Insurance companies rely on catastrophe models to provide reliable estimates of loss, whether for managing risk over the long term or for understanding their loss potential in real time as an actual event unfolds. However, the reliability of model output is only as good as the quality of the exposure data used as input.

High-quality exposure data is essential for effective catastrophe risk management, improved underwriting and reinsurance decisions. Furthermore, rating agencies are now requesting companies report in detail on the quality of their exposure data.

The latest A.M. Best Supplemental Ratings Questionnaire, for example, requests that companies report if data elements essential for estimating catastrophe risk–such as geocoded location, construction, occupancy, year built and other data–are specified for individual risks.

Assessing and ensuring the quality of the underlying exposure data used for catastrophe risk analyses can be challenging, but a comprehensive effort to improve exposure data quality can improve decision-making across the enterprise and can provide a competitive advantage.

Short of inspecting every property, insurers are looking to incorporate automated tools to improve data quality. A three-step exposure data assessment and enhancement process that encompasses validation, benchmarking and augmentation provides companies with a comprehensive approach to reach their data quality goals.

o The Value of Validation:

A data validation analysis can help a company understand the magnitude and extent of uncertainty in its data quality. Underwriting departments can use the results of the analysis to enhance exposure data collection processes during underwriting.

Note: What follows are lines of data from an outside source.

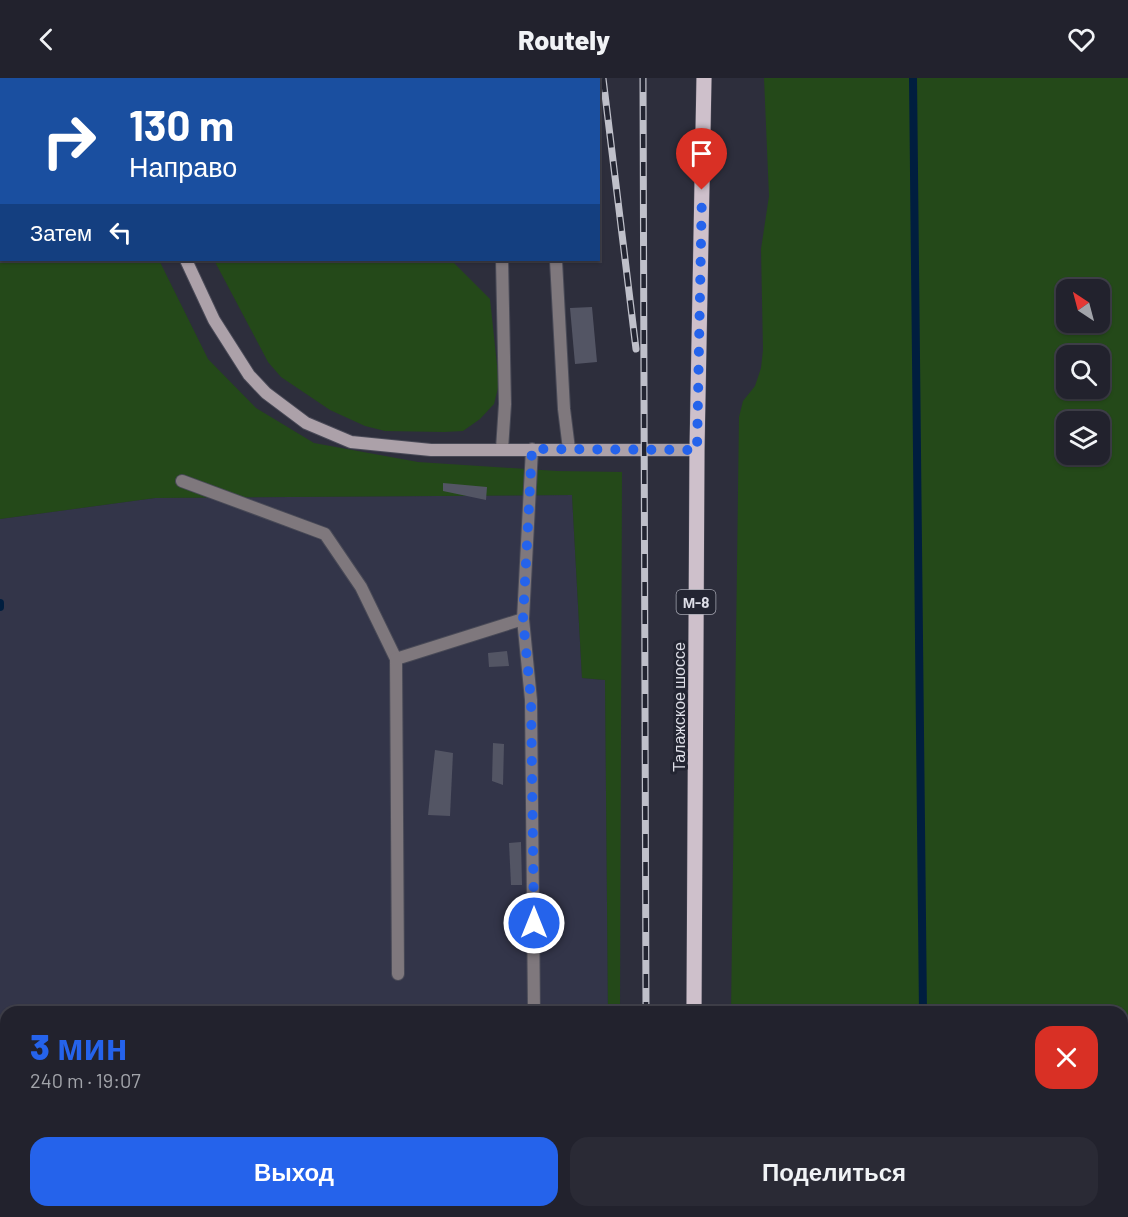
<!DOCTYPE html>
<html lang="ru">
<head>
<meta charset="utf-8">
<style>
	:root { --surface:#22222d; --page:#2a2a35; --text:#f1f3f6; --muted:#a2a4aa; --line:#3f3f49; --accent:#2563eb }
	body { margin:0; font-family:Barlow,sans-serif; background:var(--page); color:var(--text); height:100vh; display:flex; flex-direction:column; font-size:22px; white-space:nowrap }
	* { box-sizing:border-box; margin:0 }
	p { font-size:20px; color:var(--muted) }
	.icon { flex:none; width:33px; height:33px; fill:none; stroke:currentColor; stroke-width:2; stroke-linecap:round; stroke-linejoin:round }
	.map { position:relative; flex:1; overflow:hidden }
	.details { position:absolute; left:0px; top:928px; width:1128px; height:212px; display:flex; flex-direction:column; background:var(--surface); border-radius:18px 18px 0 0; box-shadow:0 2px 4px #0004,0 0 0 2px var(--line) }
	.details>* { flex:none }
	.top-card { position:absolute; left:0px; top:0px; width:600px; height:183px; box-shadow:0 2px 4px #0004,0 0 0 2px var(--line); background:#1a4fa0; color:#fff; overflow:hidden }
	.needle { width:39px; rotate:324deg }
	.tools { position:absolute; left:1056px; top:201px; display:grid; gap:12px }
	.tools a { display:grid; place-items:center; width:54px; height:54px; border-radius:12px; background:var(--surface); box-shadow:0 2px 4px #0004,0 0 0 2px var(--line); font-size:30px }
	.pin { position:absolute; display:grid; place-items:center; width:51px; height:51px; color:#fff; margin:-62px -26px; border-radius:50% 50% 50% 0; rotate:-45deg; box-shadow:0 0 6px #0007 }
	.pin .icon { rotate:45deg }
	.me { position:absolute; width:66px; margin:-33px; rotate:0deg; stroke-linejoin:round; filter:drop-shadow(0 0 4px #0008) }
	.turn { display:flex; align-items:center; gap:21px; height:126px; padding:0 30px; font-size:27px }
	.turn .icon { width:78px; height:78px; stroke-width:2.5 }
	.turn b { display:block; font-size:42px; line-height:51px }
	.then { display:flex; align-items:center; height:57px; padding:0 30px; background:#0003; gap:12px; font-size:22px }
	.round { display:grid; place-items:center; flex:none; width:63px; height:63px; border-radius:18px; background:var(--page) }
	.summary { display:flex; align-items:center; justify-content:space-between; height:102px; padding:0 30px }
	h1 { font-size:36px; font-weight:800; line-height:45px; color:var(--accent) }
	.primary-button { display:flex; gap:12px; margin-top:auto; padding:12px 30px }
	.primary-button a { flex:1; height:69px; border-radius:18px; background:var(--accent); color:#fff; font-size:24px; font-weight:800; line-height:69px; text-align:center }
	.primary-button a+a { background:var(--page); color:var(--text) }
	header { display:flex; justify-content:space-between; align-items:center; height:78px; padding:0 30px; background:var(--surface); font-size:27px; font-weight:800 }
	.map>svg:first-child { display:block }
	.built { fill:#333549 }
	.green { fill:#244919; fill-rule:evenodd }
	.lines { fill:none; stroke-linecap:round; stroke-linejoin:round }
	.stream { stroke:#001e3f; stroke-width:8 }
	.building { fill:#535564 }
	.lane-casing { stroke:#494a57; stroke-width:14 }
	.secondary-casing { stroke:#494a57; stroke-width:14 }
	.primary-casing { stroke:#494a57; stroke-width:16 }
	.lane { stroke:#7f787d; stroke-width:12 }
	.secondary { stroke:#aca1a9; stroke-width:12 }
	.primary { stroke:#cec0cb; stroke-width:15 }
	.rail-casing { stroke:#bfc0ca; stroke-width:7 }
	.rail { stroke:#232532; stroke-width:4.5; stroke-dasharray:14; stroke-linecap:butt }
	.route { stroke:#2563eb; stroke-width:10; stroke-dasharray:0 18 }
	.labels { text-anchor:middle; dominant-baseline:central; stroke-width:6; stroke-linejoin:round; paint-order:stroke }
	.shield { fill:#232532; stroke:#a5a6b1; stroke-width:1.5 }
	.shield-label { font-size:15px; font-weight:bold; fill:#dddee7 }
	.street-label { font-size:16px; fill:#dddee7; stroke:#232532 }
</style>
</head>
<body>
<header><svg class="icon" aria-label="back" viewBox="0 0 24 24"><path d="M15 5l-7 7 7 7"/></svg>Routely<svg class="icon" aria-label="heart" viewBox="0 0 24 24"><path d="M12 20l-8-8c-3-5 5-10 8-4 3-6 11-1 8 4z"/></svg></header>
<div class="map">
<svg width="1128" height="1139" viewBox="0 0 1128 1139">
	<rect width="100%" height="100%" fill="#2d2e3c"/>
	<polygon class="built" points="572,417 582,600 605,602 608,934 6,934 6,1134 605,1134 605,1139 0,1139 0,441 155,420"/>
	<g class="green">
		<polygon points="0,0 70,1 2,2 2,182 159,182 208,281 256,330 314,365 418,384 557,393 622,394 620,934 608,934 605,602 582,600 572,417 155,420 0,441"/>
		<path d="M 764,0 L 1128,0 L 1128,1139 L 729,1139 L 729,1134 L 1122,1134 L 1122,934 L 731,934 L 739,339 L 743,323 L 755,308 L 761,290 L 763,272 L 761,171 L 769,118 ZM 1066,212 L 1100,212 L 1100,244 L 1066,244 ZM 1066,278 L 1100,278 L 1100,310 L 1066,310 ZM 1066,344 L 1100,344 L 1100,376 L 1066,376 Z"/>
		<polygon points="214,182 451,182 490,221 499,306 494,326 480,341 463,353 444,354 385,353 365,348 330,332 281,299 268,284"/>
	</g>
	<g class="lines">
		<g class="stream">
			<polyline points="913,0 923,934"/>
			<polyline points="0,525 0,529"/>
			<polyline points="912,1139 912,1134"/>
		</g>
	</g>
	<g class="building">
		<polygon points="592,229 597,284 575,286 570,230"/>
		<polygon points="443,405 487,409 486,422 443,413"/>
		<polygon points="507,573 509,588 489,589 488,575"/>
		<polygon points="493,665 504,666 503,707 492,703"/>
		<polygon points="435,672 453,675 450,738 428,737"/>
		<polygon points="521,764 522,807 511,807 509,765"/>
	</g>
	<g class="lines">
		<defs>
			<g id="lane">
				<polyline points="482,2 482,0"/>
				<polyline points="502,182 505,326 502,371"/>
				<polyline points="556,183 564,331 569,371"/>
				<polyline points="532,371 523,541 531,622 534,934"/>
				<polyline points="182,403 325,456 361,509 396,581"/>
				<polyline points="398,896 396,581 523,541"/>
				<polyline points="535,1134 535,1139"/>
			</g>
			<g id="secondary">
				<polyline points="102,0 103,2"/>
				<polyline points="186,182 214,242 249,297 266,315 306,345 351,364 431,372 697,372"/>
			</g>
			<g id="primary">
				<polyline points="694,934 697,372 704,0"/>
				<polyline points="692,1139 692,1134"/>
			</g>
		</defs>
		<use href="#lane" class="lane-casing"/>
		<use href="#secondary" class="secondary-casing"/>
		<use href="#primary" class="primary-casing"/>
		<use href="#lane" class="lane"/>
		<use href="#secondary" class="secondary"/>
		<use href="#primary" class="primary"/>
		<defs>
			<g id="rail">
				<polyline points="603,0 636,271"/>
				<polyline points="643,0 646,934"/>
				<polyline points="598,54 598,89"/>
				<polyline points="646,1139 646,1134"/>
			</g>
		</defs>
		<use href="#rail" class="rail-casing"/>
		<use href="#rail" class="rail"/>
	</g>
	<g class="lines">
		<polyline class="route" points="534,845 531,622 523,541 532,371 697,372 702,112"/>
	</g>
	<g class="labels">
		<rect class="shield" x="676.5" y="512" width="39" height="24" rx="4.5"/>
		<g class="shield-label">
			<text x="696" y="524">М-8</text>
		</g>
		<g class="street-label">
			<text transform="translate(678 629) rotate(-90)">Талажское шоссе</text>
		</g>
	</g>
</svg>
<div class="tools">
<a><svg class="needle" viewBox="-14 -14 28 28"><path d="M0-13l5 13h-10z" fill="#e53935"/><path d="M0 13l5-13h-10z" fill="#a2a4aa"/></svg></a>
<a><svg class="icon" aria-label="search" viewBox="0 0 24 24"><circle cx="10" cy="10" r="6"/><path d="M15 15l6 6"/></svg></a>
<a><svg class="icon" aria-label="layers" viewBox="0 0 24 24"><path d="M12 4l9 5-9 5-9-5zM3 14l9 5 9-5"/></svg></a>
</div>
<div class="pin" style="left:702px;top:112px;background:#d93025"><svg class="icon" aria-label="arrive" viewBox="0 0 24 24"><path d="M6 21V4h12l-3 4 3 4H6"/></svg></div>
<svg class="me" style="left:534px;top:845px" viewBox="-20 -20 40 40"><circle r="17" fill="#2563eb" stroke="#fff" stroke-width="3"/><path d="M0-11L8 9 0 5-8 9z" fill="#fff"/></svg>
<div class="top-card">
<div class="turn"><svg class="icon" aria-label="right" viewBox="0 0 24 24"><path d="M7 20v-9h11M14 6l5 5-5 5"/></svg><div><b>130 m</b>Направо</div></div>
<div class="then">Затем<svg class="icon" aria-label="left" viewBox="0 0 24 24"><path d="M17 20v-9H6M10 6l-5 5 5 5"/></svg></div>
</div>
<section class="details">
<div class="summary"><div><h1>3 мин</h1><p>240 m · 19:07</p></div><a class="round" style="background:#d93025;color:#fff"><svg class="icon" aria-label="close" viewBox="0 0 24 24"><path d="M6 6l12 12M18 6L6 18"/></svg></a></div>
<div class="primary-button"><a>Выход</a><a>Поделиться</a></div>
</section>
</div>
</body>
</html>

Portfolio managers can leverage these insights to devise ways to more effectively transfer exposure data from policy underwriting systems to portfolio management systems.

The information attained from a data validation analysis can provide a basis for external communication of data quality to reinsurers, rating agencies and regulators, which is quickly becoming a requirement for insurers exposed to catastrophe risk.

Furthermore, exposure data can have an impact on the prices insurers pay for reinsurance. As stated in a 2008 Ernst & Young exposure data quality survey, “…if cedants can eliminate some of the uncertainty from their data quality, the reinsurers will reward them for reducing the reinsurers’ risk.”

o The Value of Benchmarking:

Comparing a company’s data to industry averages provides another way to assess exposure data quality and validate whether the portfolio reflects the company’s underwriting strategy. Analyzing a company’s data in comparison to industry averages can assist in determining whether the composition of the portfolio is sensible.

If the comparison is reasonable, decision-makers can be more confident in modeled losses. If not, the benchmarking analysis may highlight areas for further investigation and identify potential systemic problems in the integrity of the data the company is collecting.

Of course, not every portfolio should match up exactly with industry averages. In some cases, it may make sense for the two to differ, depending on the composition of the portfolio.

For example, a company may be intentionally writing higher-value homes in particular areas. If the analysis confirms that the data reflect this underwriting strategy, the results can help provide evidence of successful implementation of the strategy to stakeholders. If not, the company may be overvaluing or undervaluing its risks and should take a closer look at underwriting and exposure data collection practices.

o The Value of Augmentation:

When property data is missing or of questionable value, it should ideally be enhanced with external data sources at the point of underwriting. Even when robust information has been used in underwriting, the data is not always effectively transferred from the underwriter to the portfolio-level decision-maker. This makes it essential to enhance exposure data at the portfolio level before it is used in catastrophe risk analyses and distributed outside the company.

While it’s easy to detect missing data, it is much harder to identify incorrect or unreasonable data. Portfolio-level data validation can leverage rules to identify unrealistic data (for example, a wood frame building with seven stories), but the challenge is to determine which datum is wrong (in this example, either the building height or the construction type).

Until now, the only solution has been to go back to the property owner–a time-consuming and expensive effort–or replace the incorrect data with industry averages, if available.

When data is missing or unreliable, companies need a way to efficiently augment their portfolio-level exposure data in a way that aligns with their current underwriting workflow. Fortunately, data can also be enhanced at the portfolio level.

When certain data necessary for catastrophe modeling is identified as missing or incorrect during the data validation process, it can be augmented using available databases of property-specific data. Once a portfolio has been augmented to the extent possible, catastrophe risk analyses will produce more reliable results.

The trend toward higher concentrations of properties in at-risk locations and the resulting increase in catastrophe losses have elevated the issue of data quality to executive decision-makers at many insurance companies. Options to validate and improve portfolio-level exposure data quality have historically been limited. Many companies set up manual processes to validate exposure data, but they are typically labor-intensive and limited in scope.

New approaches to address portfolio-level exposure data quality are now being employed by leading insurers. A sustained exposure data quality campaign that incorporates automated data validation, benchmarking and augmentation will increase the reliability of catastrophe risk analyses, improving the quality of a wide range of business decisions across the enterprise.